## MATERIAL FOR THE TASK

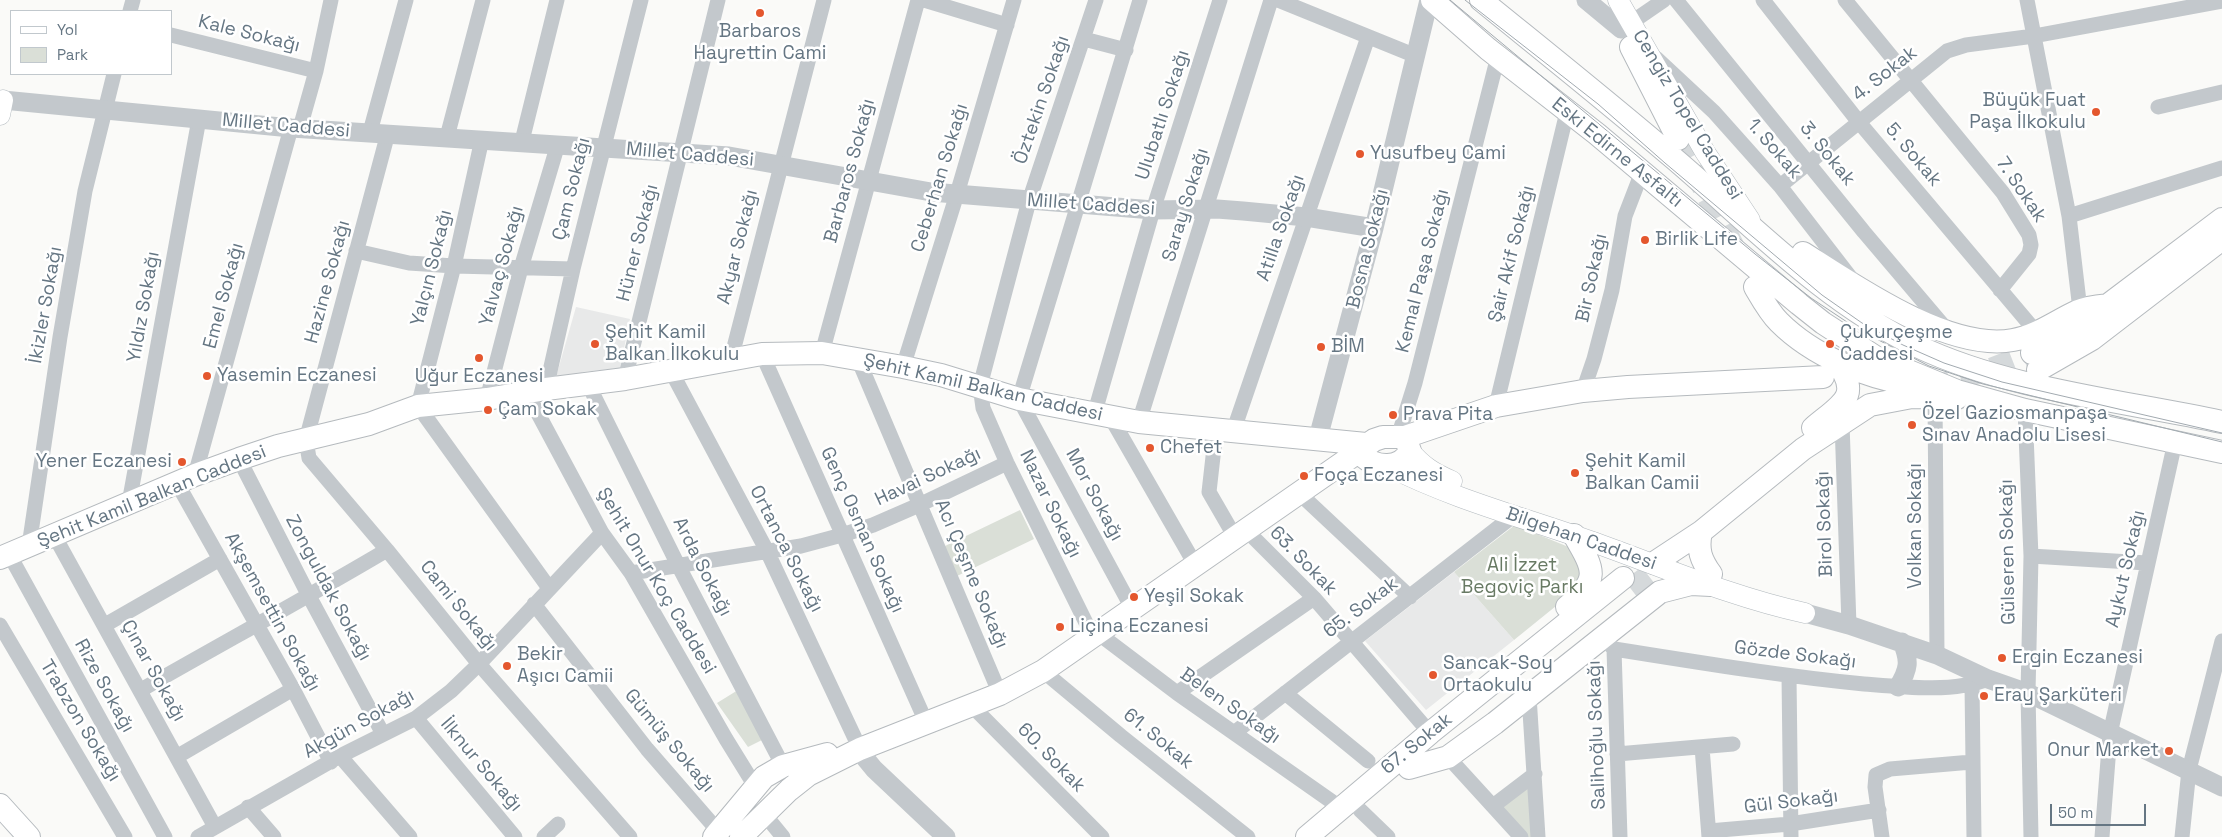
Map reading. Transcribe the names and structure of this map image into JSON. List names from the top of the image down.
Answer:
{
  "streets": {
    "main road": [
      "Cengiz Topel Caddesi",
      "Eski Edirne Asfaltı",
      "Şehit Kamil Balkan Caddesi",
      "Bilgehan Caddesi",
      "67. Sokak"
    ],
    "street": [
      "Kale Sokağı",
      "4. Sokak",
      "Öztekin Sokağı",
      "Ulubatlı Sokağı",
      "Millet Caddesi",
      "1. Sokak",
      "3. Sokak",
      "5. Sokak",
      "Barbaros Sokağı",
      "Ceberhan Sokağı",
      "Çam Sokağı",
      "7. Sokak",
      "Saray Sokağı",
      "Atilla Sokağı",
      "Hüner Sokağı",
      "Akyar Sokağı",
      "Bosna Sokağı",
      "Şair Akif Sokağı",
      "Yalvaç Sokağı",
      "Yalçın Sokağı",
      "Kemal Paşa Sokağı",
      "Bir Sokağı",
      "Hazine Sokağı",
      "Emel Sokağı",
      "İkizler Sokağı",
      "Yıldız Sokağı",
      "Havai Sokağı",
      "Mor Sokağı",
      "Nazar Sokağı",
      "Birol Sokağı",
      "Volkan Sokağı",
      "Genç Osman Sokağı",
      "Ortanca Sokağı",
      "Gülseren Sokağı",
      "63. Sokak",
      "Arda Sokağı",
      "Aykut Sokağı",
      "Acı Çeşme Sokağı",
      "Şehit Onur Koç Caddesi",
      "Zonguldak Sokağı",
      "Cami Sokağı",
      "65. Sokak",
      "Akşemsettin Sokağı",
      "Gözde Sokağı",
      "Çınar Sokağı",
      "Rize Sokağı",
      "Belen Sokağı",
      "Trabzon Sokağı",
      "Akgün Sokağı",
      "Salihoğlu Sokağı",
      "61. Sokak",
      "Gümüş Sokağı",
      "60. Sokak",
      "İlknur Sokağı",
      "Gül Sokağı"
    ]
  },
  "crossings": [
    ["Kale Sokağı", "Emel Sokağı"],
    ["4. Sokak", "1. Sokak"],
    ["4. Sokak", "3. Sokak"],
    ["4. Sokak", "5. Sokak"],
    ["4. Sokak", "7. Sokak"],
    ["Öztekin Sokağı", "Millet Caddesi"],
    ["Öztekin Sokağı", "Şehit Kamil Balkan Caddesi"],
    ["Öztekin Sokağı", "Nazar Sokağı"],
    ["Ulubatlı Sokağı", "Millet Caddesi"],
    ["Ulubatlı Sokağı", "Şehit Kamil Balkan Caddesi"],
    ["Cengiz Topel Caddesi", "1. Sokak"],
    ["Cengiz Topel Caddesi", "Eski Edirne Asfaltı"],
    ["Millet Caddesi", "Barbaros Sokağı"],
    ["Millet Caddesi", "Ceberhan Sokağı"],
    ["Millet Caddesi", "Çam Sokağı"],
    ["Millet Caddesi", "Saray Sokağı"],
    ["Millet Caddesi", "Atilla Sokağı"],
    ["Millet Caddesi", "Hüner Sokağı"],
    ["Millet Caddesi", "Akyar Sokağı"],
    ["Millet Caddesi", "Bosna Sokağı"],
    ["Millet Caddesi", "Yalvaç Sokağı"],
    ["Millet Caddesi", "Yalçın Sokağı"],
    ["Millet Caddesi", "Hazine Sokağı"],
    ["Millet Caddesi", "Emel Sokağı"],
    ["Millet Caddesi", "İkizler Sokağı"],
    ["Millet Caddesi", "Yıldız Sokağı"],
    ["Eski Edirne Asfaltı", "Bosna Sokağı"],
    ["Eski Edirne Asfaltı", "Şair Akif Sokağı"],
    ["Eski Edirne Asfaltı", "Kemal Paşa Sokağı"],
    ["Eski Edirne Asfaltı", "Bir Sokağı"],
    ["Eski Edirne Asfaltı", "Gülseren Sokağı"],
    ["Eski Edirne Asfaltı", "Aykut Sokağı"],
    ["5. Sokak", "7. Sokak"],
    ["Barbaros Sokağı", "Şehit Kamil Balkan Caddesi"],
    ["Ceberhan Sokağı", "Şehit Kamil Balkan Caddesi"],
    ["Çam Sokağı", "Şehit Kamil Balkan Caddesi"],
    ["Çam Sokağı", "Şehit Onur Koç Caddesi"],
    ["Saray Sokağı", "Şehit Kamil Balkan Caddesi"],
    ["Atilla Sokağı", "Şehit Kamil Balkan Caddesi"],
    ["Atilla Sokağı", "63. Sokak"],
    ["Hüner Sokağı", "Şehit Kamil Balkan Caddesi"],
    ["Akyar Sokağı", "Şehit Kamil Balkan Caddesi"],
    ["Bosna Sokağı", "Şehit Kamil Balkan Caddesi"],
    ["Yalvaç Sokağı", "Şehit Kamil Balkan Caddesi"],
    ["Yalçın Sokağı", "Şehit Kamil Balkan Caddesi"],
    ["Kemal Paşa Sokağı", "Bilgehan Caddesi"],
    ["Hazine Sokağı", "Şehit Kamil Balkan Caddesi"],
    ["Hazine Sokağı", "Cami Sokağı"],
    ["Emel Sokağı", "Şehit Kamil Balkan Caddesi"],
    ["Emel Sokağı", "Akşemsettin Sokağı"],
    ["İkizler Sokağı", "Şehit Kamil Balkan Caddesi"],
    ["İkizler Sokağı", "Rize Sokağı"],
    ["Yıldız Sokağı", "Şehit Kamil Balkan Caddesi"],
    ["Şehit Kamil Balkan Caddesi", "Mor Sokağı"],
    ["Şehit Kamil Balkan Caddesi", "Nazar Sokağı"],
    ["Şehit Kamil Balkan Caddesi", "Genç Osman Sokağı"],
    ["Şehit Kamil Balkan Caddesi", "Ortanca Sokağı"],
    ["Şehit Kamil Balkan Caddesi", "Arda Sokağı"],
    ["Şehit Kamil Balkan Caddesi", "Acı Çeşme Sokağı"],
    ["Şehit Kamil Balkan Caddesi", "Şehit Onur Koç Caddesi"],
    ["Şehit Kamil Balkan Caddesi", "Zonguldak Sokağı"],
    ["Şehit Kamil Balkan Caddesi", "Cami Sokağı"],
    ["Şehit Kamil Balkan Caddesi", "Akşemsettin Sokağı"],
    ["Şehit Kamil Balkan Caddesi", "Çınar Sokağı"],
    ["Şehit Kamil Balkan Caddesi", "Rize Sokağı"],
    ["Havai Sokağı", "Nazar Sokağı"],
    ["Havai Sokağı", "Genç Osman Sokağı"],
    ["Havai Sokağı", "Ortanca Sokağı"],
    ["Havai Sokağı", "Arda Sokağı"],
    ["Havai Sokağı", "Acı Çeşme Sokağı"],
    ["Havai Sokağı", "Şehit Onur Koç Caddesi"],
    ["Nazar Sokağı", "Belen Sokağı"],
    ["Birol Sokağı", "Bilgehan Caddesi"],
    ["Volkan Sokağı", "Bilgehan Caddesi"],
    ["Bilgehan Caddesi", "Gülseren Sokağı"],
    ["Bilgehan Caddesi", "Aykut Sokağı"],
    ["Bilgehan Caddesi", "65. Sokak"],
    ["Bilgehan Caddesi", "Gözde Sokağı"],
    ["63. Sokak", "65. Sokak"],
    ["63. Sokak", "67. Sokak"],
    ["Arda Sokağı", "Şehit Onur Koç Caddesi"],
    ["Şehit Onur Koç Caddesi", "Akgün Sokağı"],
    ["Zonguldak Sokağı", "Akgün Sokağı"],
    ["Cami Sokağı", "Akgün Sokağı"],
    ["65. Sokak", "Belen Sokağı"],
    ["Akşemsettin Sokağı", "Akgün Sokağı"],
    ["Gözde Sokağı", "Salihoğlu Sokağı"],
    ["Çınar Sokağı", "Akgün Sokağı"],
    ["Belen Sokağı", "67. Sokak"],
    ["Akgün Sokağı", "Gümüş Sokağı"],
    ["Akgün Sokağı", "İlknur Sokağı"]
  ],
  "parks": ["Ali İzzet Begoviç Parkı"],
  "places": [
    "Barbaros Hayrettin Cami",
    "Büyük Fuat Paşa İlkokulu",
    "Yusufbey Cami",
    "Birlik Life",
    "Şehit Kamil Balkan İlkokulu",
    "Çukurçeşme Caddesi",
    "BİM",
    "Uğur Eczanesi",
    "Yasemin Eczanesi",
    "Çam Sokak",
    "Prava Pita",
    "Özel Gaziosmanpaşa Sınav Anadolu Lisesi",
    "Chefet",
    "Yener Eczanesi",
    "Şehit Kamil Balkan Camii",
    "Foça Eczanesi",
    "Yeşil Sokak",
    "Liçina Eczanesi",
    "Ergin Eczanesi",
    "Bekir Aşıcı Camii",
    "Sancak-Soy Ortaokulu",
    "Eray Şarküteri",
    "Onur Market"
  ],
  "legend": ["Yol", "Park"],
  "scale_bar": "50 m"
}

## WHAT TO WORK ON
Looking at the entries above, say how many lines contain the word "Akşemsettin". Only the number is wanted.

## EXERCISE OUTPUT
4